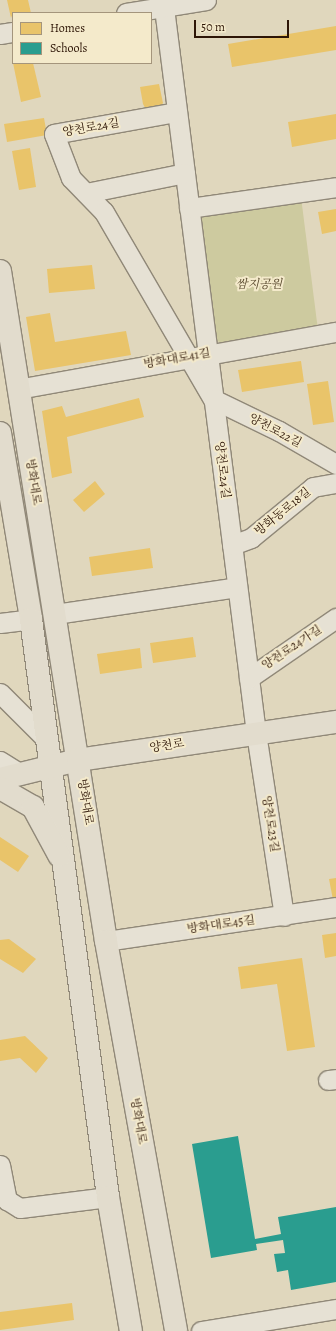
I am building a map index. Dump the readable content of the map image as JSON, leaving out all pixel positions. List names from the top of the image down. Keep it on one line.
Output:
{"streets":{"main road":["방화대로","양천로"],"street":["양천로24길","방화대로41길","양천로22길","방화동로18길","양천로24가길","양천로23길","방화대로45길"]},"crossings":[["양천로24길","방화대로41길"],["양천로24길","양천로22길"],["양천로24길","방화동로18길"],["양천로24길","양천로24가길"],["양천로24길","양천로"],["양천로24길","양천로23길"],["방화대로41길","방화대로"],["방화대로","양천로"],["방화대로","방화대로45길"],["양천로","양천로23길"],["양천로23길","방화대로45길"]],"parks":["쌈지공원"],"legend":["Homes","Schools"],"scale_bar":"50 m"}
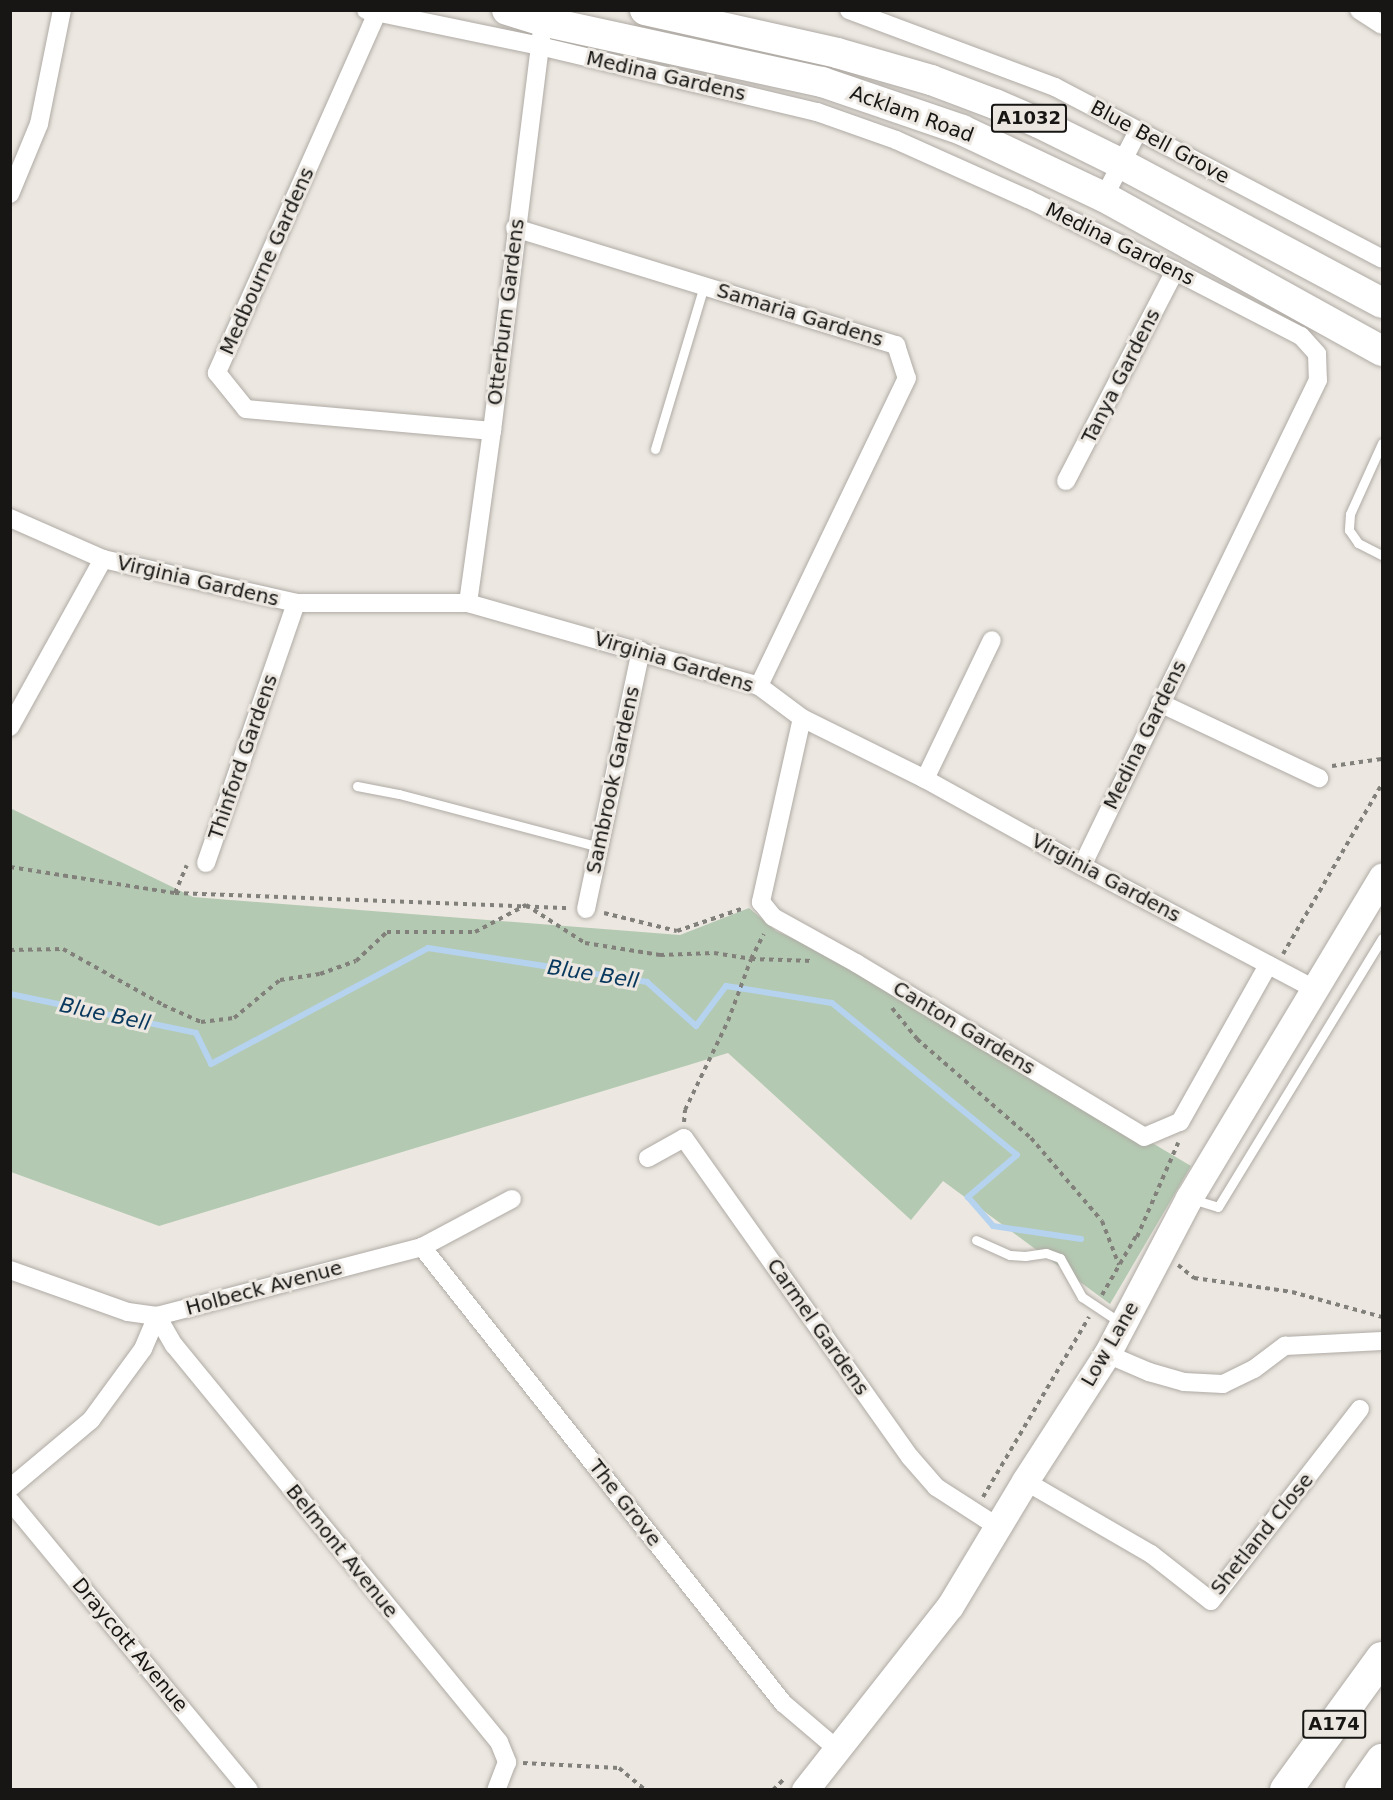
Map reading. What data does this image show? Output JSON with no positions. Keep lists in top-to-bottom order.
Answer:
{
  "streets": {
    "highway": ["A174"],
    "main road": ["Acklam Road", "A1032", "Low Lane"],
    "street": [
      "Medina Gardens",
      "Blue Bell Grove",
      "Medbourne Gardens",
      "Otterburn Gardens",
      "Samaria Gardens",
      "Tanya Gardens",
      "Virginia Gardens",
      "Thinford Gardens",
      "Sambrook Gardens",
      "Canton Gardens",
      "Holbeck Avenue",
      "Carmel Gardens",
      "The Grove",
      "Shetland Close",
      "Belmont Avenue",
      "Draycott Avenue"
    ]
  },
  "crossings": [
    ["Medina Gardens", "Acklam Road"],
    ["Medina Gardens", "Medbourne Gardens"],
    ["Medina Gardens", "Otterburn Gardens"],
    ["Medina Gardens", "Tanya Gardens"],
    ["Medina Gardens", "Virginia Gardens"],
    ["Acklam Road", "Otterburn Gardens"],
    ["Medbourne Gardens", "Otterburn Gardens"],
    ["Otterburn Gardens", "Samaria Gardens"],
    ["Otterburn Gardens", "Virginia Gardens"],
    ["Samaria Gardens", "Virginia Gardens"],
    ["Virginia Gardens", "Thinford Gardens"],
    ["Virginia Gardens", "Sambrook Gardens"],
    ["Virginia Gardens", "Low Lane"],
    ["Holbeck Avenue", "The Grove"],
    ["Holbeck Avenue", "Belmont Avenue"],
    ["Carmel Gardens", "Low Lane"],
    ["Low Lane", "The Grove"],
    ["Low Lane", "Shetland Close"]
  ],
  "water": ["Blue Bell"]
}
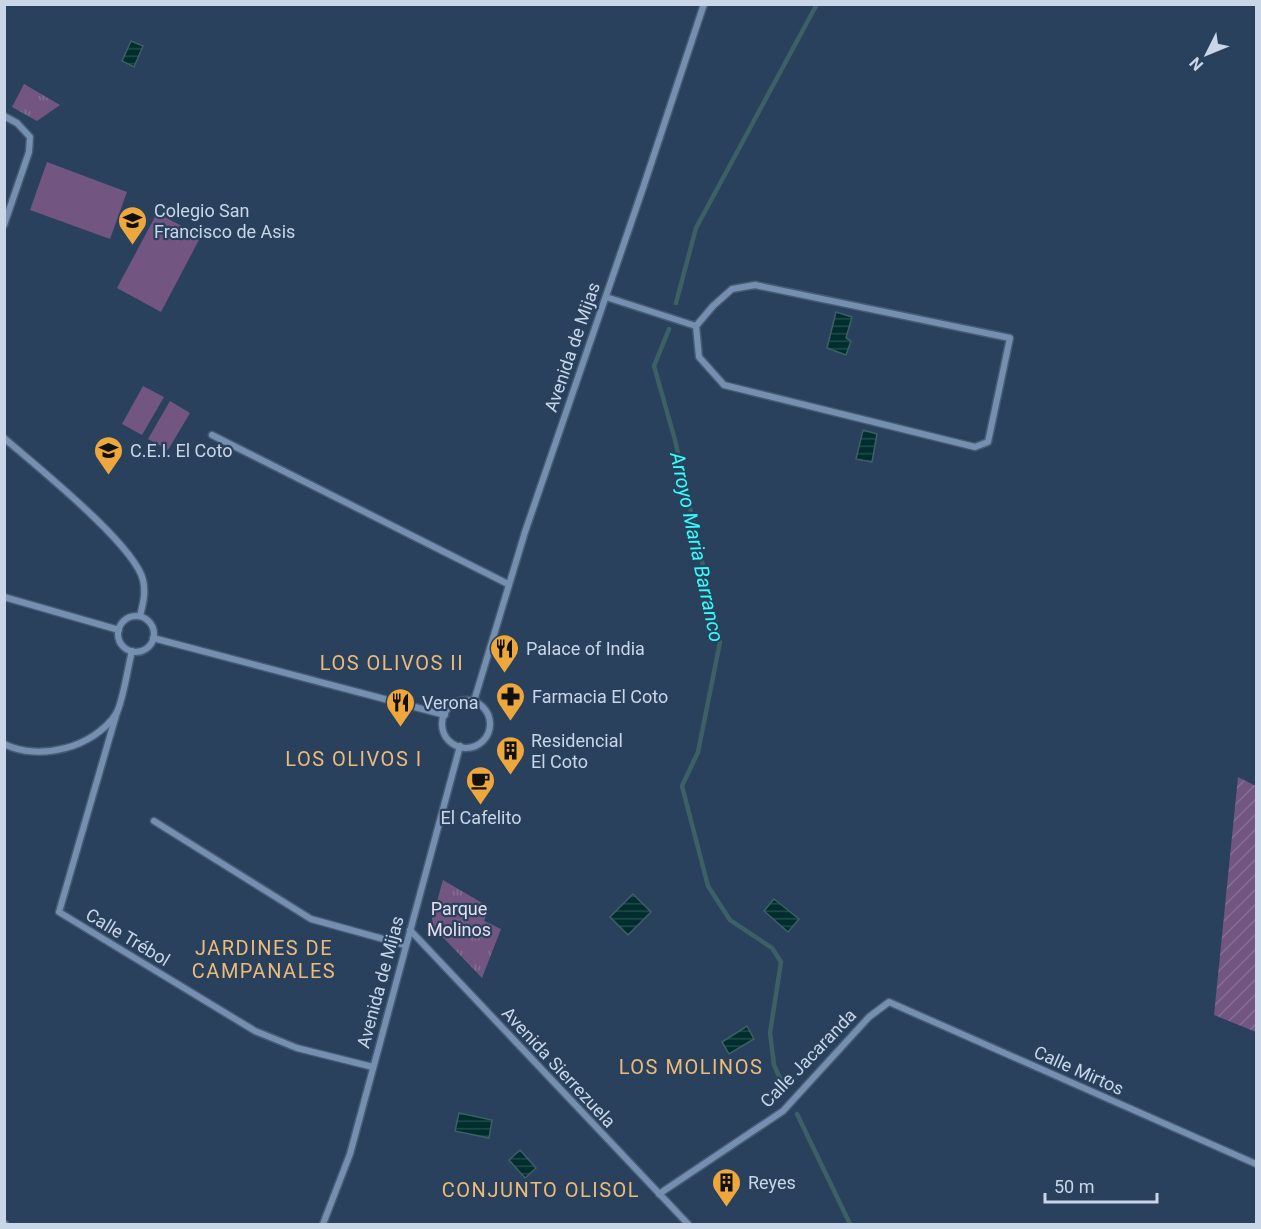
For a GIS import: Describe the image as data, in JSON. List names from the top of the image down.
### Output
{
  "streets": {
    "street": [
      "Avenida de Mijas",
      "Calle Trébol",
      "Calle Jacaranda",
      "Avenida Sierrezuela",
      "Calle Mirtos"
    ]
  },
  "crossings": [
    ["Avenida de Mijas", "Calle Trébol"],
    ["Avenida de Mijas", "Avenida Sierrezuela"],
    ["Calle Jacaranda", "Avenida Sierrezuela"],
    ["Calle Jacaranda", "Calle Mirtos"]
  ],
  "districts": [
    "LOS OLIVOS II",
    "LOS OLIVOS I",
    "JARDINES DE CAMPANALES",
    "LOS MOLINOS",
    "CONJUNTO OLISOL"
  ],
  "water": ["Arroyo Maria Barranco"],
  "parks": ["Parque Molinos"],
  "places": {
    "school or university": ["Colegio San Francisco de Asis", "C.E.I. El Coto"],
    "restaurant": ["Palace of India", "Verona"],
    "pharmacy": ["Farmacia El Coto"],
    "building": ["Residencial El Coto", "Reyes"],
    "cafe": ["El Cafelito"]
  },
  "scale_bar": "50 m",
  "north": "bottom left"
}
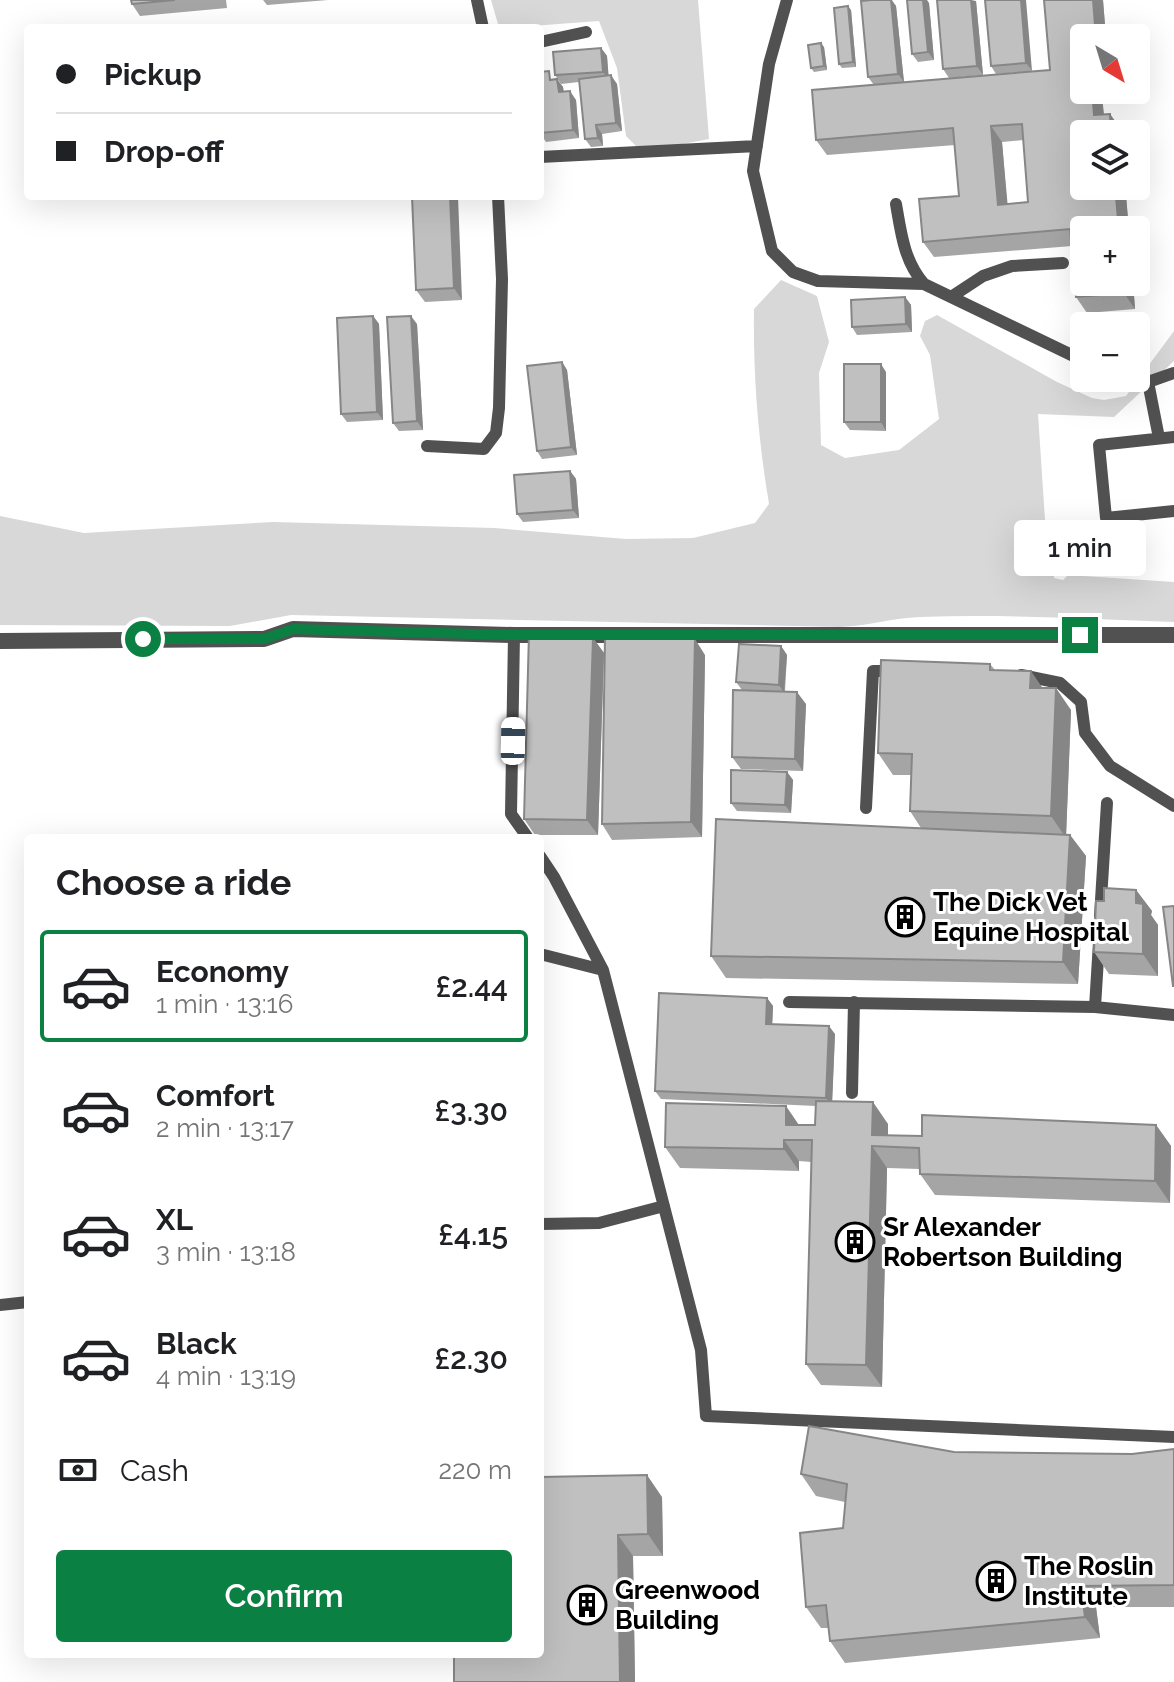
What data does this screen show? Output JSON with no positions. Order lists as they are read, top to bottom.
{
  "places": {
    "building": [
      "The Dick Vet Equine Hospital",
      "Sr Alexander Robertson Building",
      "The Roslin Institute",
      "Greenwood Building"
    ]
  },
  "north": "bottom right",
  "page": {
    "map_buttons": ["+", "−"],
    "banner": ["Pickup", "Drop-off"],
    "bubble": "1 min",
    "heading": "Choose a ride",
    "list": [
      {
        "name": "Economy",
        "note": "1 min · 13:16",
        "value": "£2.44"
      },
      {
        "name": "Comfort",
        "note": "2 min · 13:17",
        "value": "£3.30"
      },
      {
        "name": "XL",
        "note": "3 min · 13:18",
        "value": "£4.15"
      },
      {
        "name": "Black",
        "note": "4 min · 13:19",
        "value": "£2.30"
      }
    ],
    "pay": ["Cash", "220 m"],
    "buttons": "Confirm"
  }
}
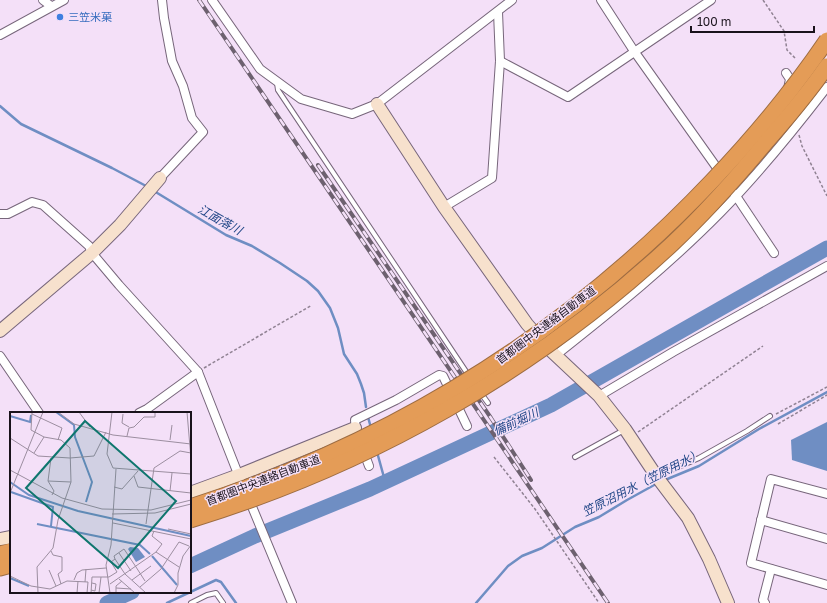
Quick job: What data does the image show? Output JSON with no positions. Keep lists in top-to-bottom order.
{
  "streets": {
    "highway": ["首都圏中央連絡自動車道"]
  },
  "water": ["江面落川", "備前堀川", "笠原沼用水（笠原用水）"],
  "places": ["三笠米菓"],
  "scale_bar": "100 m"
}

-- -- --

▸ PROBLEM STATEMENT:
Skipping the images, write out the whole listing exactly.

▸ OUTPUT BELOW:
I am building a map index. Dump the readable content of the map image as JSON, leaving out all pixel positions. List names from the top of the image down. Keep it on one line.
Output:
{"streets":{"main road":["방화대로","양천로"],"street":["양천로24길","방화대로41길","양천로22길","방화동로18길","양천로24가길","양천로23길","방화대로45길"]},"crossings":[["양천로24길","방화대로41길"],["양천로24길","양천로22길"],["양천로24길","방화동로18길"],["양천로24길","양천로24가길"],["양천로24길","양천로"],["양천로24길","양천로23길"],["방화대로41길","방화대로"],["방화대로","양천로"],["방화대로","방화대로45길"],["양천로","양천로23길"],["양천로23길","방화대로45길"]],"parks":["쌈지공원"],"legend":["Homes","Schools"],"scale_bar":"50 m"}
Map reading. What data does this image show? Output JSON with no positions. Keep lists in top-to-bottom order.
Answer:
{
  "streets": {
    "highway": ["A174"],
    "main road": ["Acklam Road", "A1032", "Low Lane"],
    "street": [
      "Medina Gardens",
      "Blue Bell Grove",
      "Medbourne Gardens",
      "Otterburn Gardens",
      "Samaria Gardens",
      "Tanya Gardens",
      "Virginia Gardens",
      "Thinford Gardens",
      "Sambrook Gardens",
      "Canton Gardens",
      "Holbeck Avenue",
      "Carmel Gardens",
      "The Grove",
      "Shetland Close",
      "Belmont Avenue",
      "Draycott Avenue"
    ]
  },
  "crossings": [
    ["Medina Gardens", "Acklam Road"],
    ["Medina Gardens", "Medbourne Gardens"],
    ["Medina Gardens", "Otterburn Gardens"],
    ["Medina Gardens", "Tanya Gardens"],
    ["Medina Gardens", "Virginia Gardens"],
    ["Acklam Road", "Otterburn Gardens"],
    ["Medbourne Gardens", "Otterburn Gardens"],
    ["Otterburn Gardens", "Samaria Gardens"],
    ["Otterburn Gardens", "Virginia Gardens"],
    ["Samaria Gardens", "Virginia Gardens"],
    ["Virginia Gardens", "Thinford Gardens"],
    ["Virginia Gardens", "Sambrook Gardens"],
    ["Virginia Gardens", "Low Lane"],
    ["Holbeck Avenue", "The Grove"],
    ["Holbeck Avenue", "Belmont Avenue"],
    ["Carmel Gardens", "Low Lane"],
    ["Low Lane", "The Grove"],
    ["Low Lane", "Shetland Close"]
  ],
  "water": ["Blue Bell"]
}
For a GIS import: Describe the image as data, in JSON. List names from the top of the image down.
### Output
{
  "streets": {
    "street": [
      "Avenida de Mijas",
      "Calle Trébol",
      "Calle Jacaranda",
      "Avenida Sierrezuela",
      "Calle Mirtos"
    ]
  },
  "crossings": [
    ["Avenida de Mijas", "Calle Trébol"],
    ["Avenida de Mijas", "Avenida Sierrezuela"],
    ["Calle Jacaranda", "Avenida Sierrezuela"],
    ["Calle Jacaranda", "Calle Mirtos"]
  ],
  "districts": [
    "LOS OLIVOS II",
    "LOS OLIVOS I",
    "JARDINES DE CAMPANALES",
    "LOS MOLINOS",
    "CONJUNTO OLISOL"
  ],
  "water": ["Arroyo Maria Barranco"],
  "parks": ["Parque Molinos"],
  "places": {
    "school or university": ["Colegio San Francisco de Asis", "C.E.I. El Coto"],
    "restaurant": ["Palace of India", "Verona"],
    "pharmacy": ["Farmacia El Coto"],
    "building": ["Residencial El Coto", "Reyes"],
    "cafe": ["El Cafelito"]
  },
  "scale_bar": "50 m",
  "north": "bottom left"
}
What data does this screen show? Output JSON with no positions. Order lists as they are read, top to bottom.
{
  "places": {
    "building": [
      "The Dick Vet Equine Hospital",
      "Sr Alexander Robertson Building",
      "The Roslin Institute",
      "Greenwood Building"
    ]
  },
  "north": "bottom right",
  "page": {
    "map_buttons": ["+", "−"],
    "banner": ["Pickup", "Drop-off"],
    "bubble": "1 min",
    "heading": "Choose a ride",
    "list": [
      {
        "name": "Economy",
        "note": "1 min · 13:16",
        "value": "£2.44"
      },
      {
        "name": "Comfort",
        "note": "2 min · 13:17",
        "value": "£3.30"
      },
      {
        "name": "XL",
        "note": "3 min · 13:18",
        "value": "£4.15"
      },
      {
        "name": "Black",
        "note": "4 min · 13:19",
        "value": "£2.30"
      }
    ],
    "pay": ["Cash", "220 m"],
    "buttons": "Confirm"
  }
}
Quick job: What data does the image show? Output JSON with no positions. Keep lists in top-to-bottom order.
{
  "streets": {
    "highway": ["首都圏中央連絡自動車道"]
  },
  "water": ["江面落川", "備前堀川", "笠原沼用水（笠原用水）"],
  "places": ["三笠米菓"],
  "scale_bar": "100 m"
}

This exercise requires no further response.